While it's not unusual for sellers of mining assets to cover rehabilitation costs, the sizeable amount involved shows just how much South32 wanted out of thermal coal - and in effect, just how little the assets are worth.
South32 is one of several major coal miners seeking to exit a business that has become increasingly problematic amid action by environmental activists, concern among shareholders and the withdrawal of financing and insurance for mines viewed as contributing to climate change.
In short, coal mines, particularly those producing thermal coal for use in power plants, are increasingly seen as a millstone around the neck of diversified miners.
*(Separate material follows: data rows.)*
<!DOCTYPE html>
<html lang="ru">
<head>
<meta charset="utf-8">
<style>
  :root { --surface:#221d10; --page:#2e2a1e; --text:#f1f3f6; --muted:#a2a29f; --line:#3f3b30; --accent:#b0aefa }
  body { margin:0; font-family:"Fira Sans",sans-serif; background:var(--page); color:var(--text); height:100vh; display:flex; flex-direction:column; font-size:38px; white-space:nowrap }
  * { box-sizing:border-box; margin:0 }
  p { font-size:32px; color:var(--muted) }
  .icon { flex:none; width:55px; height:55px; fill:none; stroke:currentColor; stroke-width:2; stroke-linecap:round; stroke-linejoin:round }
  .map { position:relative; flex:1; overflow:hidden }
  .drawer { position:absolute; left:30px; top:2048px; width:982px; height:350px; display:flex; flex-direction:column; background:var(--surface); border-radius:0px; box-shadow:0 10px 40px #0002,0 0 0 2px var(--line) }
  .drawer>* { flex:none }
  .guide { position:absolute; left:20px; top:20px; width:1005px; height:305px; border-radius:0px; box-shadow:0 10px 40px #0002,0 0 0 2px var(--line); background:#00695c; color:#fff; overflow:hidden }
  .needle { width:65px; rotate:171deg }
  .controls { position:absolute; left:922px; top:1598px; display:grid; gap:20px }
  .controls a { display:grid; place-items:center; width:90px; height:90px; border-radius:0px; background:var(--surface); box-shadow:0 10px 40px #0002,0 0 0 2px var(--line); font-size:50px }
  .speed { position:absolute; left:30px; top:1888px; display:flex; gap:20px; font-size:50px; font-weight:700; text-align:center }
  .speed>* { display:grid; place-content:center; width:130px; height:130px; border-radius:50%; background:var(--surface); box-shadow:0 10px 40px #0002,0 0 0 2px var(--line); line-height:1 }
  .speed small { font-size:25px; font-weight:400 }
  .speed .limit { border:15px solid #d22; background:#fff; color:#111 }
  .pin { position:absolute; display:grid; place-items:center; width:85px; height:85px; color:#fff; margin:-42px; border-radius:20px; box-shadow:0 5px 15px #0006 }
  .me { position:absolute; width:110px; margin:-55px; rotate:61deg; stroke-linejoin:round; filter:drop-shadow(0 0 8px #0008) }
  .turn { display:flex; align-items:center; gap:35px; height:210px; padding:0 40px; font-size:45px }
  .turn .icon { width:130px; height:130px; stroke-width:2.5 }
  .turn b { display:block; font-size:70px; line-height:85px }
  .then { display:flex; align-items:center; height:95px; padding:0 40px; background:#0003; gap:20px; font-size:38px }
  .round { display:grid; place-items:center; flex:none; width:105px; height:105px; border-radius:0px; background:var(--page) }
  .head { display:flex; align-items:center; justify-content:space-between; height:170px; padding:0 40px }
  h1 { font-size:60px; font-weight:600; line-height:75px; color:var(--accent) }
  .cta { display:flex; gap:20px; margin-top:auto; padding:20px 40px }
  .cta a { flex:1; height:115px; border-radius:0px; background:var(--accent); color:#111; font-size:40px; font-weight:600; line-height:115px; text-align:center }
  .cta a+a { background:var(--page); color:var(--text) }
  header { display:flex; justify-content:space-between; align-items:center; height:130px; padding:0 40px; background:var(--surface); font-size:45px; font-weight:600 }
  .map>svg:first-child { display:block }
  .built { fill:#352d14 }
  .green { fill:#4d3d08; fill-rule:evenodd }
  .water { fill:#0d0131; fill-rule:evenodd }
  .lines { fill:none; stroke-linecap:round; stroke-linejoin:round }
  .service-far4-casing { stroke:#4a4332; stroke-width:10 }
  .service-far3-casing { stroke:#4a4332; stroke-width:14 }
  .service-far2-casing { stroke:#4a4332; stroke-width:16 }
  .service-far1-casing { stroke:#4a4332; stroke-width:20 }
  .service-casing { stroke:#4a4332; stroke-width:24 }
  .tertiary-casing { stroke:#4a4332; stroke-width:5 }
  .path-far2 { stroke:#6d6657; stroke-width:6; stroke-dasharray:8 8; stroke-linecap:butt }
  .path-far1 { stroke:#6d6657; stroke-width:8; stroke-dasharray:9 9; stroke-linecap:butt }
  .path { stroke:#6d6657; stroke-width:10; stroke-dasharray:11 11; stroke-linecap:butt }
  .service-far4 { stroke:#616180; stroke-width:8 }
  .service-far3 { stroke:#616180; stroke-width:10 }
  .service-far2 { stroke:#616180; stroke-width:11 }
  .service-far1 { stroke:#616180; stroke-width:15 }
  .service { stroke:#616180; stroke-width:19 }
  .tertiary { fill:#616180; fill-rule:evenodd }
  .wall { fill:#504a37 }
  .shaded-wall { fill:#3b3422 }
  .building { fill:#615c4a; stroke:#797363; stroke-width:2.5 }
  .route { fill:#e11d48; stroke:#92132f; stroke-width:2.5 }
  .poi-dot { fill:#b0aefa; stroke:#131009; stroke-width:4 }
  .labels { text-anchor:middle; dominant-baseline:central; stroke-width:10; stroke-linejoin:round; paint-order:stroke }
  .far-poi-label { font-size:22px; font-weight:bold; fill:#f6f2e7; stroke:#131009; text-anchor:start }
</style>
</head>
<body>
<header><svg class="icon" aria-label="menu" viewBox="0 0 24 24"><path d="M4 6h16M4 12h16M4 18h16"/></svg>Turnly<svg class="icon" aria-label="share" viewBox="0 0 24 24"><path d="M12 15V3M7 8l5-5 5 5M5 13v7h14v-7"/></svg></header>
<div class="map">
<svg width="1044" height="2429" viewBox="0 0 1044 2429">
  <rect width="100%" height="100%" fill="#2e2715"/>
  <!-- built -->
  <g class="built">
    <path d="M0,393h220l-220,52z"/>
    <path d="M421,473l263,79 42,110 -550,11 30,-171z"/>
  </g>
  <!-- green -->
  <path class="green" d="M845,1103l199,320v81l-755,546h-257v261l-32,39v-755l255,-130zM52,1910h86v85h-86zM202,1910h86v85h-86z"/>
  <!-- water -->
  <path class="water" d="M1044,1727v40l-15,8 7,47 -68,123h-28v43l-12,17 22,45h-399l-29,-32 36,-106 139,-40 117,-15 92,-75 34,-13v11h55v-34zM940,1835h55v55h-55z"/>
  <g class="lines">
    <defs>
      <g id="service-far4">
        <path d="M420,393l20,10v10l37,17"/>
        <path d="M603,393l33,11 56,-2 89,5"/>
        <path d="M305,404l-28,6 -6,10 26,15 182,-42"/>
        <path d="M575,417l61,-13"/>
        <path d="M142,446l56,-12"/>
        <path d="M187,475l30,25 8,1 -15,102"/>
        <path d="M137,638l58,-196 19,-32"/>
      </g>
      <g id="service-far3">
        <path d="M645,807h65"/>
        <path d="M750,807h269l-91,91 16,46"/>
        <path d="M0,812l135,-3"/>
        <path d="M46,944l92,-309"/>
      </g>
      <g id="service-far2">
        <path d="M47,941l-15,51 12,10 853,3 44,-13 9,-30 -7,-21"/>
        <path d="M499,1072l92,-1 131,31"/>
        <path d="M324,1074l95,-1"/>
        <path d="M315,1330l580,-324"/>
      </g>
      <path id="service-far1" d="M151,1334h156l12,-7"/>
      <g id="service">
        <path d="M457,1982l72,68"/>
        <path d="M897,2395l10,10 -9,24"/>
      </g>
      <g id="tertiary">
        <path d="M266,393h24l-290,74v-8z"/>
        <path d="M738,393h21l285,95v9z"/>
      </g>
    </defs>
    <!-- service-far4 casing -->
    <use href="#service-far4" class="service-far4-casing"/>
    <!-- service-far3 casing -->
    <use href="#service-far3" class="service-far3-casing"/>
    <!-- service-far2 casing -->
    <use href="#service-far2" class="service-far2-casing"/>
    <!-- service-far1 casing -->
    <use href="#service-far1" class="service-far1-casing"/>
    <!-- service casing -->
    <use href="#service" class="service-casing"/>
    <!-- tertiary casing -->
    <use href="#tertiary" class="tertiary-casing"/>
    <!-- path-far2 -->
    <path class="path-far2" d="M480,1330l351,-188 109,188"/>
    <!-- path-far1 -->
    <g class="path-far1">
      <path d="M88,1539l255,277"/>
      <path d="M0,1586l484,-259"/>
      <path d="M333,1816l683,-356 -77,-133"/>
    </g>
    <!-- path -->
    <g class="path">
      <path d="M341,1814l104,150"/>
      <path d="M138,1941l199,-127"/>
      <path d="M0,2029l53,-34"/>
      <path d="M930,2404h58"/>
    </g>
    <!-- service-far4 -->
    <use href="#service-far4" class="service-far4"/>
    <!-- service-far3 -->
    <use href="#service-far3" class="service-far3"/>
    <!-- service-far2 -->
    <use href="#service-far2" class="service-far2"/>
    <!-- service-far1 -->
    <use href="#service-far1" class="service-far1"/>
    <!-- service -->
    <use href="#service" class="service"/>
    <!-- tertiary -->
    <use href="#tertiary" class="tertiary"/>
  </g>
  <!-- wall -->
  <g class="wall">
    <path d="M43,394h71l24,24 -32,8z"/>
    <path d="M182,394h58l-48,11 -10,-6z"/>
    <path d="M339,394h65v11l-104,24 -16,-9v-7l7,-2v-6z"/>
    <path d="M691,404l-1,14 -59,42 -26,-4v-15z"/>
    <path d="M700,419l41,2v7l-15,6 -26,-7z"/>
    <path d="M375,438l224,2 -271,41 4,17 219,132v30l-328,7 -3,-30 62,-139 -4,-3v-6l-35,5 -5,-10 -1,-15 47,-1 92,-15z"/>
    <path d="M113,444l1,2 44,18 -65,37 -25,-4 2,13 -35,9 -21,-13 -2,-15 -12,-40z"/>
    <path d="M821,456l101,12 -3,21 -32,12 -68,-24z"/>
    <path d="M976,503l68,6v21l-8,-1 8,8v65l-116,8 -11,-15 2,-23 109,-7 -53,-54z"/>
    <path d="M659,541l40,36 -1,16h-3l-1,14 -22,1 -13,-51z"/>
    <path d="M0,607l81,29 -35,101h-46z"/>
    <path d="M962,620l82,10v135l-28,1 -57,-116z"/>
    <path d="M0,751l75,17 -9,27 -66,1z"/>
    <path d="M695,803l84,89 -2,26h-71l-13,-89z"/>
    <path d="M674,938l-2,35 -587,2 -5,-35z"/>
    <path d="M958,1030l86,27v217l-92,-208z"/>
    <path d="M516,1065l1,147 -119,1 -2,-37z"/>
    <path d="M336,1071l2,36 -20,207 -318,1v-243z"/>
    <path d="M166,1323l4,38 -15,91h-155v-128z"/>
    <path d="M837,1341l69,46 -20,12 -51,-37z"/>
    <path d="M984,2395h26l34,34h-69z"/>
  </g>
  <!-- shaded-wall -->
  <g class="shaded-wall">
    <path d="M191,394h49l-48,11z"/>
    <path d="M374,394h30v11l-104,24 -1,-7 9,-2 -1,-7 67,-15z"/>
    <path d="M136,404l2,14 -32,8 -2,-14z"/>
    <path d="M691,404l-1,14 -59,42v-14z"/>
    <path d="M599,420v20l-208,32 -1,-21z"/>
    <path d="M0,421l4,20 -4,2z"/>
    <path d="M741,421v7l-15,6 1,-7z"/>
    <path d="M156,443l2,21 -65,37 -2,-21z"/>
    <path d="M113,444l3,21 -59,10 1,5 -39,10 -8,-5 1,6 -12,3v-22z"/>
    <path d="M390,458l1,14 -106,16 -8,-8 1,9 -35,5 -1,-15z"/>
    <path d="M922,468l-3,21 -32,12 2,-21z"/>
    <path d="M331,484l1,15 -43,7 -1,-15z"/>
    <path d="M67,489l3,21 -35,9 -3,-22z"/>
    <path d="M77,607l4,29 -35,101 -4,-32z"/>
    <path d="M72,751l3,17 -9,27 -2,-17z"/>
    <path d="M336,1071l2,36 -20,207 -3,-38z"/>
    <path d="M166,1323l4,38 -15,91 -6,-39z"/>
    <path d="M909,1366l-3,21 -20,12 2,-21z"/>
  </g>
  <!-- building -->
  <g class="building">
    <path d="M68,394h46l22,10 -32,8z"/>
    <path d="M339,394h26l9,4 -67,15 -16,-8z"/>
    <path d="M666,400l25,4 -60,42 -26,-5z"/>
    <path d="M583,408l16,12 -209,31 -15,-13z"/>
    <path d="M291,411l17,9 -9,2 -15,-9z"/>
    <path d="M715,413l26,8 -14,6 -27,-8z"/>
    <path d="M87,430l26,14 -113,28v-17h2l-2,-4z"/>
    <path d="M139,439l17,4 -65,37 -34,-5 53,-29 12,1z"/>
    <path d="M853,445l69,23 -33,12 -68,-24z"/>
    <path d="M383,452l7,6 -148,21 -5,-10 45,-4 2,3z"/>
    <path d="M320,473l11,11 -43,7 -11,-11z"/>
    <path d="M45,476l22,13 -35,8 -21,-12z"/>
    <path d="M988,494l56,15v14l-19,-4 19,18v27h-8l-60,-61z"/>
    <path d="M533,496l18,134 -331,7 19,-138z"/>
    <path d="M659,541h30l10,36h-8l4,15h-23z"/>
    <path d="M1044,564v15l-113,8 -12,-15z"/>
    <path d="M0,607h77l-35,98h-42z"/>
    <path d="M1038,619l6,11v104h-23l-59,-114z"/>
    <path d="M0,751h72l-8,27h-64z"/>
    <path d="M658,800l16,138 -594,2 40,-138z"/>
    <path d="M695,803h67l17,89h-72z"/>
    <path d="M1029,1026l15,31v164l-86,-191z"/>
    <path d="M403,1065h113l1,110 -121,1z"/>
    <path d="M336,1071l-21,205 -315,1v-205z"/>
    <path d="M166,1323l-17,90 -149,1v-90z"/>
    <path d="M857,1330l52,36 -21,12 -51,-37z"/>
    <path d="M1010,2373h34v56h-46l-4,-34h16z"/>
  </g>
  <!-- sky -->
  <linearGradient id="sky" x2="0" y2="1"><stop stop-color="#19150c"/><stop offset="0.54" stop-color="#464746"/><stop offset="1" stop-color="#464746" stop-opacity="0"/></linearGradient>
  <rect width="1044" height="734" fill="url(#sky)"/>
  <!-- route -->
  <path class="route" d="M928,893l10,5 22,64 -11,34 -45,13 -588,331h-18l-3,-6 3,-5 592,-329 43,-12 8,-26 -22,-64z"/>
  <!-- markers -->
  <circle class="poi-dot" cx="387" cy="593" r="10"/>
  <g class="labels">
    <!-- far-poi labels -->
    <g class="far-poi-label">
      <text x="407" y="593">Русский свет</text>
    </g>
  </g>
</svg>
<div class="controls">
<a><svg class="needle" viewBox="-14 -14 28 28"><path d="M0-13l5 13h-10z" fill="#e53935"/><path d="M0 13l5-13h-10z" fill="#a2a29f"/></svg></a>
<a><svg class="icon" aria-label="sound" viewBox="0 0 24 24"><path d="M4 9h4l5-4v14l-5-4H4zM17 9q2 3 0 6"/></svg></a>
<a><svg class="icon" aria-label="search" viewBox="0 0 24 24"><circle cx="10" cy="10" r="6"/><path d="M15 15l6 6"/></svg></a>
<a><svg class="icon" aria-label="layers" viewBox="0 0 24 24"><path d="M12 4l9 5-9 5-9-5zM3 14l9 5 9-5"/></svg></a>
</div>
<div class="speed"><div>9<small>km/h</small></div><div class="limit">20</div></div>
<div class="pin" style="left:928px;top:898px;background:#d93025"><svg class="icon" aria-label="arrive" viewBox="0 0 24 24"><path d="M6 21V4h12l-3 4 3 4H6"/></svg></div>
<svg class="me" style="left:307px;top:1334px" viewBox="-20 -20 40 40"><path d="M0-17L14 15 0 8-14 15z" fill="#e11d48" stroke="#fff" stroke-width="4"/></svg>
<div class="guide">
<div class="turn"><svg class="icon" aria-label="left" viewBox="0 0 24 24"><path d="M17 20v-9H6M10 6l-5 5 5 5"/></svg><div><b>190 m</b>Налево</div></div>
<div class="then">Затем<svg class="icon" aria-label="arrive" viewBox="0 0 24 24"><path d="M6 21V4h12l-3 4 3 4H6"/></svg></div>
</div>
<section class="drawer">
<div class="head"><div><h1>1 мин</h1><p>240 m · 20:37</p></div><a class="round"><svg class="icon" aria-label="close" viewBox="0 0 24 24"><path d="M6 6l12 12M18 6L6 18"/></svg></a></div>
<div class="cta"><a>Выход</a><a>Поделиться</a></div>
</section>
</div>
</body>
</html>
The latter would prefer to focus on producing commodities seen as essential to decarbonising the world's energy systems.
There isn't a straight line between the rush to exit coal and Qatar's $28.7 billion plan to boost its LNG capacity 40% to 110 million tonnes by 2026, with a potential second-phase expansion to a total annual capacity of 127 million tonnes.
On the surface, such a massive investment in LNG would seem to be a vote of confidence in the future of the super-chilled fuel, touted by proponents as a cleaner-burning alternative to coal.
Still, the LNG business is condemned by opponents as producing enough pollution to still be part of the climate change problem. And Qatar's push to produce more LNG could be view through a more cynical prism: the Gulf nation may be seeking to maximise the revenue from its extremely low-cost natural gas assets while it still can - before decarbonisation does to LNG what it's busy doing to coal.
Qatar is believed to be able to produce LNG at a break-even cost of about $4 per million British thermal units (mmBtu), below the $5 to $8 per mmBtu for new projects in Mozambique, Russia and the United States, and the $7 to $11 for current top exporter Australia for new projects, according to figures from the Boston Consulting Group.
This in effect means Qatar can afford to take the view that even if there is an oversupply of LNG in the future, it will be the last producer standing, and it can monetise its natural gas reserves better than its competitors.
This raises the possibility that the billions of dollars currently being invested in LNG projects in places from Mozambique to Russia to North America may end up facing the same issues coal has right now - writing down the value of assets and struggling to sell them.
COAL EXIT STAMPEDE
Of course, for buyers of distressed coal assets such as Seriti, the opportunity remains to run the acquired mines for many years and sell the coal profitably to South Africa's state-owned energy utility Eskom.
The sale of South32's South African energy coal assets to Seriti is expected to close before the end of the company's financial year, pending government approvals and an agreement with Eskom over coal supply.
The planned sale was first announced in November 2019 with Seriti, a company owned by Black South African investors, initially agreeing to pay 100 million rand ($6.7 million) upfront plus deferred payments based on future cash flows until March 2024, with a ceiling of 1.5 billion rand per year.
These terms have now changed, with the deferred payments scrapped, the purchase price reduced to a token 1 rand and South32 agreeing to pay for rehabilitation and other costs.
If the deal does go through, it will be the latest coal exit by a major mining company, following plans by Anglo American to spin off its South African coal assets and exit from its joint venture in Colombia, something BHP is keen to do as well.
Additionally BHP wishes to sell, or spin off, its energy coal assets in Australia, and earlier this year cut the value of its Mount Arthur thermal coal in New South Wales state by up to $1.25 billion, reflecting the market view that such assets have plunged in value.
It's possible the present rush for the exit from coal will be matched by major oil and gas producers making a similar dash to get out of LNG in a few years time.
(The opinions expressed here are those of the author, a columnist for Reuters.)